> **Task objective**: The entries below are to be written out again without alteration.
----------
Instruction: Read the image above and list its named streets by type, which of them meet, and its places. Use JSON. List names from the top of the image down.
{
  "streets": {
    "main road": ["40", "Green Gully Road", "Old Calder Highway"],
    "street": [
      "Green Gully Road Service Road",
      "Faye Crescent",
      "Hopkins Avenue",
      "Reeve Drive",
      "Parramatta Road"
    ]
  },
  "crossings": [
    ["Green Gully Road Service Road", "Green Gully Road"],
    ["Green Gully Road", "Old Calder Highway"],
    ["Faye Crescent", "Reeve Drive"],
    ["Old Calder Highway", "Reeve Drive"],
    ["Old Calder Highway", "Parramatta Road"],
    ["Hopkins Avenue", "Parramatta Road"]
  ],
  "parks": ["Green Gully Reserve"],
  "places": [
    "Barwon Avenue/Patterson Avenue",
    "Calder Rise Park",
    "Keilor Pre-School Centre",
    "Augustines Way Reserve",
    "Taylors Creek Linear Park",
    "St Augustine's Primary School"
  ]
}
----------
> **Solution to this task**:
Instruction: Read the image above and list its named streets by type, which of them meet, and its places. Use JSON. List names from the top of the image down.
{
  "streets": {
    "main road": ["40", "Green Gully Road", "Old Calder Highway"],
    "street": [
      "Green Gully Road Service Road",
      "Faye Crescent",
      "Hopkins Avenue",
      "Reeve Drive",
      "Parramatta Road"
    ]
  },
  "crossings": [
    ["Green Gully Road Service Road", "Green Gully Road"],
    ["Green Gully Road", "Old Calder Highway"],
    ["Faye Crescent", "Reeve Drive"],
    ["Old Calder Highway", "Reeve Drive"],
    ["Old Calder Highway", "Parramatta Road"],
    ["Hopkins Avenue", "Parramatta Road"]
  ],
  "parks": ["Green Gully Reserve"],
  "places": [
    "Barwon Avenue/Patterson Avenue",
    "Calder Rise Park",
    "Keilor Pre-School Centre",
    "Augustines Way Reserve",
    "Taylors Creek Linear Park",
    "St Augustine's Primary School"
  ]
}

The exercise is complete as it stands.